## WHAT TO WORK ON
Once you find the line containing "translate:-50% -50%; white-space:nowrap;" in the data below, copy it and each following line exactly, up to and including the line containing "position:absolute; left:8px; top:8px;", and nothing else.

[Saved entries]
____________________

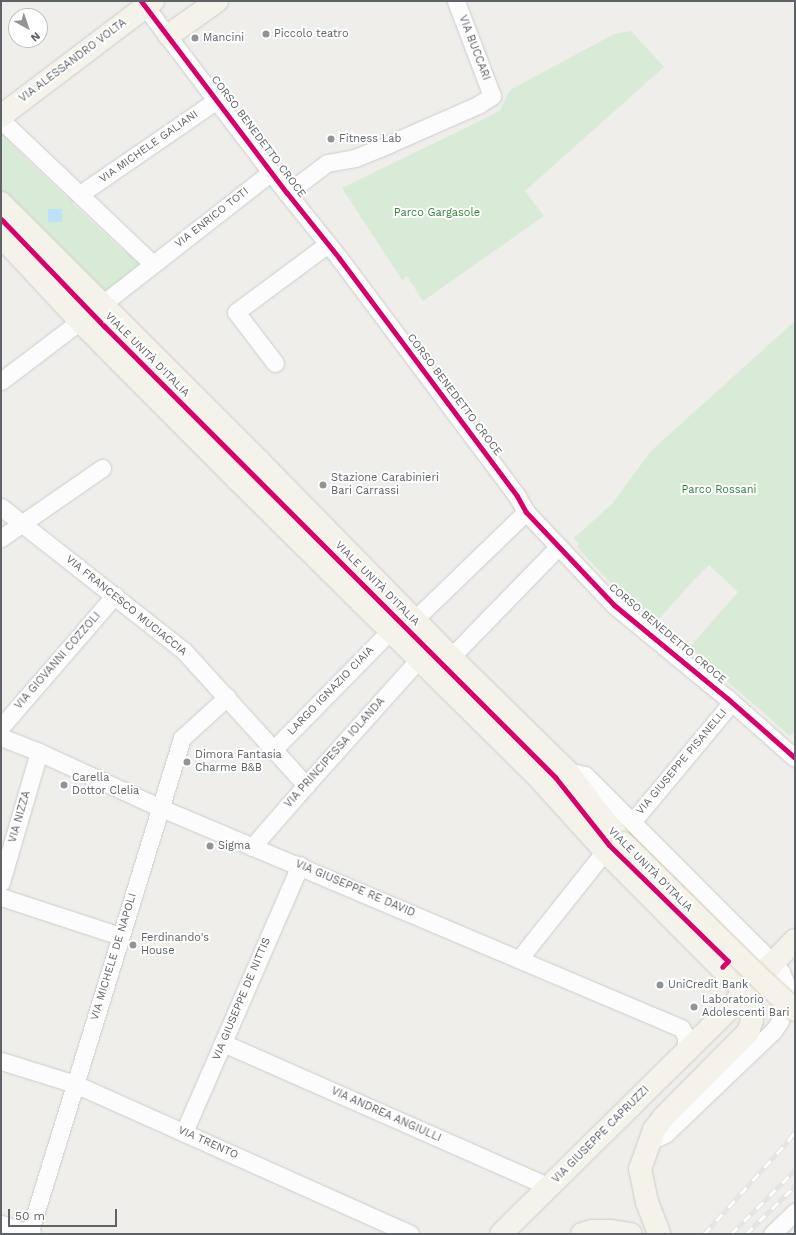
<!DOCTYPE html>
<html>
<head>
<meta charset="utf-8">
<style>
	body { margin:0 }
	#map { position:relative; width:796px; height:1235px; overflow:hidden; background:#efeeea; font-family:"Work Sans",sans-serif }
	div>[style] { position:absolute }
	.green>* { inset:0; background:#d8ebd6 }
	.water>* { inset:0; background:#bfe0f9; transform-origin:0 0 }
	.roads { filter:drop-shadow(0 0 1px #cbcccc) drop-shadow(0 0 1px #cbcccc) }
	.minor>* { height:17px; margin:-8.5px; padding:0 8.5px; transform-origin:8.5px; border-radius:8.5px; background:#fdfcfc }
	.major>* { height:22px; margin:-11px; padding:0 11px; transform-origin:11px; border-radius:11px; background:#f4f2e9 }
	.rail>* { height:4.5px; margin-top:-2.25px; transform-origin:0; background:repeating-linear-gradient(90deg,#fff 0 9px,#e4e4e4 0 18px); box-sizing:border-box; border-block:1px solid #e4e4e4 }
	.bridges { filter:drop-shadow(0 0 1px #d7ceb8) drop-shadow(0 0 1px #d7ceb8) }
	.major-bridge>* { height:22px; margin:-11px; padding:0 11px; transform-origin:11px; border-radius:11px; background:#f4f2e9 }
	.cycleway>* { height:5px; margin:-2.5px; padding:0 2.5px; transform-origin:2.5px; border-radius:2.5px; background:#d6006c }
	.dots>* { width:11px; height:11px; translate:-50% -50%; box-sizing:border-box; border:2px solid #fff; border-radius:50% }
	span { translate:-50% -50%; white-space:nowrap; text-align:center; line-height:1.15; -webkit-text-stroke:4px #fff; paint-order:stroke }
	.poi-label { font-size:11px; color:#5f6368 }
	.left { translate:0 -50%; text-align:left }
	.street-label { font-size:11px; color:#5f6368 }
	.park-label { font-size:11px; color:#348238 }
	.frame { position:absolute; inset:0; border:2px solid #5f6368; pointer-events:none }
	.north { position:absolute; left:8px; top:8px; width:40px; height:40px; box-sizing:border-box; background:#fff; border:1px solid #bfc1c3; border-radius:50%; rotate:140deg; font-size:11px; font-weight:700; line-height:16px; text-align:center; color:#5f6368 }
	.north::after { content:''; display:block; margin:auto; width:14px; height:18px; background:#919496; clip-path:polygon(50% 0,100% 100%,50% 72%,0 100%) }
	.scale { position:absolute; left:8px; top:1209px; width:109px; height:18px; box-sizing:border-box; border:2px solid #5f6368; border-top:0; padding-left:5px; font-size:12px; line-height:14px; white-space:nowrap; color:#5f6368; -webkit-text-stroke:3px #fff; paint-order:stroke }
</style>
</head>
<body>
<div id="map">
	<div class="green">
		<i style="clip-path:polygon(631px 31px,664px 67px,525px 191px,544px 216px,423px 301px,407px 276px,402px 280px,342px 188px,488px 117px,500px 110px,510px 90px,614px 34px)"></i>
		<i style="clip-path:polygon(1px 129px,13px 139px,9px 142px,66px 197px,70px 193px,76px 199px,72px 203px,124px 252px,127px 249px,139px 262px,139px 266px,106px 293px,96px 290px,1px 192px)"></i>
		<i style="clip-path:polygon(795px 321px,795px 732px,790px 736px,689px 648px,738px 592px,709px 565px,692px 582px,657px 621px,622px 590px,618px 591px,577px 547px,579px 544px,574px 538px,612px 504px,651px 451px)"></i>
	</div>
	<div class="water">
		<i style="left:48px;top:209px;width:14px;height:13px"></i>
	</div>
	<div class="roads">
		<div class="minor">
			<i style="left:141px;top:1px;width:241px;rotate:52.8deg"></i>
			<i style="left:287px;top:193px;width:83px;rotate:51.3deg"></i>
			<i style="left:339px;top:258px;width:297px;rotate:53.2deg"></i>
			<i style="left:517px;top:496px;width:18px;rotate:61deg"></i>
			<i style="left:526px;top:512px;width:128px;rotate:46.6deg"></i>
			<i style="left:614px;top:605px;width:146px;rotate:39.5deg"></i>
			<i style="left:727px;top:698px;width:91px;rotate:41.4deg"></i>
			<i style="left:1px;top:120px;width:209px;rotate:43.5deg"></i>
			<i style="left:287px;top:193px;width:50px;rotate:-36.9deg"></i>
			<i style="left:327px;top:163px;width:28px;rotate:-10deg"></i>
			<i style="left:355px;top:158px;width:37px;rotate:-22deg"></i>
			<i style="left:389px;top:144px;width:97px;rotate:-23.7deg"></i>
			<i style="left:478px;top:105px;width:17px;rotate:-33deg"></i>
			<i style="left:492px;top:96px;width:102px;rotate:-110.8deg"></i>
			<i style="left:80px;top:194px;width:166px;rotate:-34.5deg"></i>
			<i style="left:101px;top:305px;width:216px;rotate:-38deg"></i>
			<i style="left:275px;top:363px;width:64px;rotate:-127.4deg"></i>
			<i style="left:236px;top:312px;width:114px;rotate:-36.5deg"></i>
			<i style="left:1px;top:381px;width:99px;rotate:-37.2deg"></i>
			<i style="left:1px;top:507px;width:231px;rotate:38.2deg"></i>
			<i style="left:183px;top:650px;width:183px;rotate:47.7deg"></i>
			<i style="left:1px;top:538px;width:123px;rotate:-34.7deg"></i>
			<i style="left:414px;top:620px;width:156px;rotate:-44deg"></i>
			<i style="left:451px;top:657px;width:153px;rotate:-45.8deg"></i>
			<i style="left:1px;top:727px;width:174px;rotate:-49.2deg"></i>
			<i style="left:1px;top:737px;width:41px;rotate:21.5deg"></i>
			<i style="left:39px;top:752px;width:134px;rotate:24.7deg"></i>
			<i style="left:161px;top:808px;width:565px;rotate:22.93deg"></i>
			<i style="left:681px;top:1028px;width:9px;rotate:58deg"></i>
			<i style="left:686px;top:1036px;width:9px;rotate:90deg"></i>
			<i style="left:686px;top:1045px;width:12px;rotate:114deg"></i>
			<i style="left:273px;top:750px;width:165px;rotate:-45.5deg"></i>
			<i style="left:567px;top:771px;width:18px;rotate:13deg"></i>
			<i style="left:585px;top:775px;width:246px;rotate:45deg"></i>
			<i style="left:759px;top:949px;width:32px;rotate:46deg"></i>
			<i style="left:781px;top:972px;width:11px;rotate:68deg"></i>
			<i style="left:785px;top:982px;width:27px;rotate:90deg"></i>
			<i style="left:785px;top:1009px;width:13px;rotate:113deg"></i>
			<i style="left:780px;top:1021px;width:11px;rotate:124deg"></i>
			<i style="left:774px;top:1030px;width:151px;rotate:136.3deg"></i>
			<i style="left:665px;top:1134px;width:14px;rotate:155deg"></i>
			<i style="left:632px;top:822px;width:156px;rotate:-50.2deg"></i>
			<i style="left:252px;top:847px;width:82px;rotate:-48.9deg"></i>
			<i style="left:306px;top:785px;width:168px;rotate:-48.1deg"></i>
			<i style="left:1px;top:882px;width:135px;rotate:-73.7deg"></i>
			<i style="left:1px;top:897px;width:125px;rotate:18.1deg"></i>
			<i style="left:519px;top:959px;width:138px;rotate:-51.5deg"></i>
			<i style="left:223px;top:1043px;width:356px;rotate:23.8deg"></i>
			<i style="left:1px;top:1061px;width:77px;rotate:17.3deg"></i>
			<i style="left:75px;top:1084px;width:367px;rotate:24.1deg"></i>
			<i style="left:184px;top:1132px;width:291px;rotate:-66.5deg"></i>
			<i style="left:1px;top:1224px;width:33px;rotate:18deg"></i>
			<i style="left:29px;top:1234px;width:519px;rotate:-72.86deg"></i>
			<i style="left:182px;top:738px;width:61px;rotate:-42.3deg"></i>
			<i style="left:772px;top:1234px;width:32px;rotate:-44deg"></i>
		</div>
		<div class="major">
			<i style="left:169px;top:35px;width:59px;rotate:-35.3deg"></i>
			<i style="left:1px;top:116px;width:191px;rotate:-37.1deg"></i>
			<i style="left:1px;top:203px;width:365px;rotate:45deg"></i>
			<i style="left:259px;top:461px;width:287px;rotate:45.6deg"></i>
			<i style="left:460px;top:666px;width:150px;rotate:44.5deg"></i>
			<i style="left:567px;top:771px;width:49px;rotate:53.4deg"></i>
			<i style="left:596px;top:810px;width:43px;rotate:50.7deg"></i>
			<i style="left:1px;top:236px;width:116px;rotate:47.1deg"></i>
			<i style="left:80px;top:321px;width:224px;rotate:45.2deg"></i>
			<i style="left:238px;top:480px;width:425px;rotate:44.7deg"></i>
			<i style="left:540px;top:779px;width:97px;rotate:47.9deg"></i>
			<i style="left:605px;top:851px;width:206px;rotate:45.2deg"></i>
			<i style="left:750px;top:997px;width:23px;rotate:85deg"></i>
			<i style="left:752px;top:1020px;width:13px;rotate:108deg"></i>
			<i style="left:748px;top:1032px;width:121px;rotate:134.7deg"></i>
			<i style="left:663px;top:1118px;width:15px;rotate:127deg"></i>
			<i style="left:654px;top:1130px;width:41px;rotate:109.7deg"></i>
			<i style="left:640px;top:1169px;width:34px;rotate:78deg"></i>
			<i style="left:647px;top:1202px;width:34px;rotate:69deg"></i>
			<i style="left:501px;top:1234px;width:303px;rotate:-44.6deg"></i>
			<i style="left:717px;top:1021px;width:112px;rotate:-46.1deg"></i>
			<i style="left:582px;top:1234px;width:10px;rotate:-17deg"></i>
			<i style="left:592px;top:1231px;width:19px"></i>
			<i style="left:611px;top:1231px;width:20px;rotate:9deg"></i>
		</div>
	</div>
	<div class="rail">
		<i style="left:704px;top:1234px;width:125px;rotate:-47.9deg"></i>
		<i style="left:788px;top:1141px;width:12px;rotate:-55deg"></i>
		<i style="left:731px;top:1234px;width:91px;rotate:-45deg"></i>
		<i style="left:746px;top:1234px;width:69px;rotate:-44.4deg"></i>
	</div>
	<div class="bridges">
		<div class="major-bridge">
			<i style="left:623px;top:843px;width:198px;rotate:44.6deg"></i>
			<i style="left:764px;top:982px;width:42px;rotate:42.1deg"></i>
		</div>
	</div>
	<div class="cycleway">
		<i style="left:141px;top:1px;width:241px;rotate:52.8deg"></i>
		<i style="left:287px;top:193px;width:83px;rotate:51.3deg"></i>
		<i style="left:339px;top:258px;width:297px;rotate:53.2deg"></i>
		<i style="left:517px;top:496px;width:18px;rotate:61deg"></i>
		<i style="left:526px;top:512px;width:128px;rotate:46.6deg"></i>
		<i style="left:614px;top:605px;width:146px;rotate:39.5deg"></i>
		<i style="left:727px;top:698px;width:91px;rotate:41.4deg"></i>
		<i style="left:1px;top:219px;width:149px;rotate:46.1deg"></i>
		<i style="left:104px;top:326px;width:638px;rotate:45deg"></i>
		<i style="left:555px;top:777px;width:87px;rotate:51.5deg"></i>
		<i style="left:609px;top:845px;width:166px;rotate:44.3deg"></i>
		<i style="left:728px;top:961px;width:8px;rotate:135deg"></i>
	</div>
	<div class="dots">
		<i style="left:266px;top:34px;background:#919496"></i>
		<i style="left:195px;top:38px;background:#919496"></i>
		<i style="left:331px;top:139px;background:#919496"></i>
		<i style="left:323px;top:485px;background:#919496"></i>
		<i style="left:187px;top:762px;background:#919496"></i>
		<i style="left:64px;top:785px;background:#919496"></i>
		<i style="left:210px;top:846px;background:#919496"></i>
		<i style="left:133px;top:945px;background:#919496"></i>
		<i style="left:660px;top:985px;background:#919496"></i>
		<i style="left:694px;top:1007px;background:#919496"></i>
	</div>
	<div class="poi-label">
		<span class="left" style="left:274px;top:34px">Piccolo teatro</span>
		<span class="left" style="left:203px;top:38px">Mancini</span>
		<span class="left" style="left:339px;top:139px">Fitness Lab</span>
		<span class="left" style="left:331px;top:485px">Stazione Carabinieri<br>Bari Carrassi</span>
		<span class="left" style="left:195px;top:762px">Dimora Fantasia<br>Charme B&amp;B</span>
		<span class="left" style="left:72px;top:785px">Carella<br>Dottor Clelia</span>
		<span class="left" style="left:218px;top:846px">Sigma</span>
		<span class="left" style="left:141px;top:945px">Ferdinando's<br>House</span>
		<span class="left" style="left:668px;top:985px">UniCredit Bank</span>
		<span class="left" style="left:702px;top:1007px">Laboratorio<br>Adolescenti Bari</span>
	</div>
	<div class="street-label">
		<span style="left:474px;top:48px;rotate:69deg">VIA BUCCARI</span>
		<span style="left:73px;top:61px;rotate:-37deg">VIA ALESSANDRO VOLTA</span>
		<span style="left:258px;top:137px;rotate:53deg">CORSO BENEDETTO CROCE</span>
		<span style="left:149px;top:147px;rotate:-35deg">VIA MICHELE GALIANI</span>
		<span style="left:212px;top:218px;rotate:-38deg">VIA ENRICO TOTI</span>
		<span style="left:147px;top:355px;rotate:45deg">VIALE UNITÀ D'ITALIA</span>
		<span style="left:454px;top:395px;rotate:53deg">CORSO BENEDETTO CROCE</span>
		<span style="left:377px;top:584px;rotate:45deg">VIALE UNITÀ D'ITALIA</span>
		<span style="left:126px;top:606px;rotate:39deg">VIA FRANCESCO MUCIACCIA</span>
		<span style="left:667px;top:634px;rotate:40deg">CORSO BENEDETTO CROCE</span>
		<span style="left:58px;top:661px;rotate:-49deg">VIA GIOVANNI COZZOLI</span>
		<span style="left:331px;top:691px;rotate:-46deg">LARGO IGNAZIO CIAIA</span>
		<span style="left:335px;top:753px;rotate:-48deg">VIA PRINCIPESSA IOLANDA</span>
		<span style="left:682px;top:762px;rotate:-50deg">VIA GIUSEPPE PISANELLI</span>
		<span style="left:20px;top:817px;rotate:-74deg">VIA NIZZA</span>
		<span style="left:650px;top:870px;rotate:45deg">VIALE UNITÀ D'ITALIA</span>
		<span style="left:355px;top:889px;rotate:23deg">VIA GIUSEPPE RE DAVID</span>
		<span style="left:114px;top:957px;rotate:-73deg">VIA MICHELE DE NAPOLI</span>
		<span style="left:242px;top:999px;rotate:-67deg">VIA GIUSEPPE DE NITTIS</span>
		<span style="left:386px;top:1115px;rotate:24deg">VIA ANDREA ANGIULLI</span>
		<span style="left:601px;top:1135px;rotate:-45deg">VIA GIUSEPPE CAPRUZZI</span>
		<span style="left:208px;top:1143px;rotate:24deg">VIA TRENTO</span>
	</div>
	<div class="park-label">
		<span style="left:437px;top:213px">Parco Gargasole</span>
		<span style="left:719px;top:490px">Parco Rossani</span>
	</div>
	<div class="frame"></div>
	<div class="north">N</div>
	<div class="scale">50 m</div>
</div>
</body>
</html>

____________________

## FINISHED TASK
	span { translate:-50% -50%; white-space:nowrap; text-align:center; line-height:1.15; -webkit-text-stroke:4px #fff; paint-order:stroke }
	.poi-label { font-size:11px; color:#5f6368 }
	.left { translate:0 -50%; text-align:left }
	.street-label { font-size:11px; color:#5f6368 }
	.park-label { font-size:11px; color:#348238 }
	.frame { position:absolute; inset:0; border:2px solid #5f6368; pointer-events:none }
	.north { position:absolute; left:8px; top:8px; width:40px; height:40px; box-sizing:border-box; background:#fff; border:1px solid #bfc1c3; border-radius:50%; rotate:140deg; font-size:11px; font-weight:700; line-height:16px; text-align:center; color:#5f6368 }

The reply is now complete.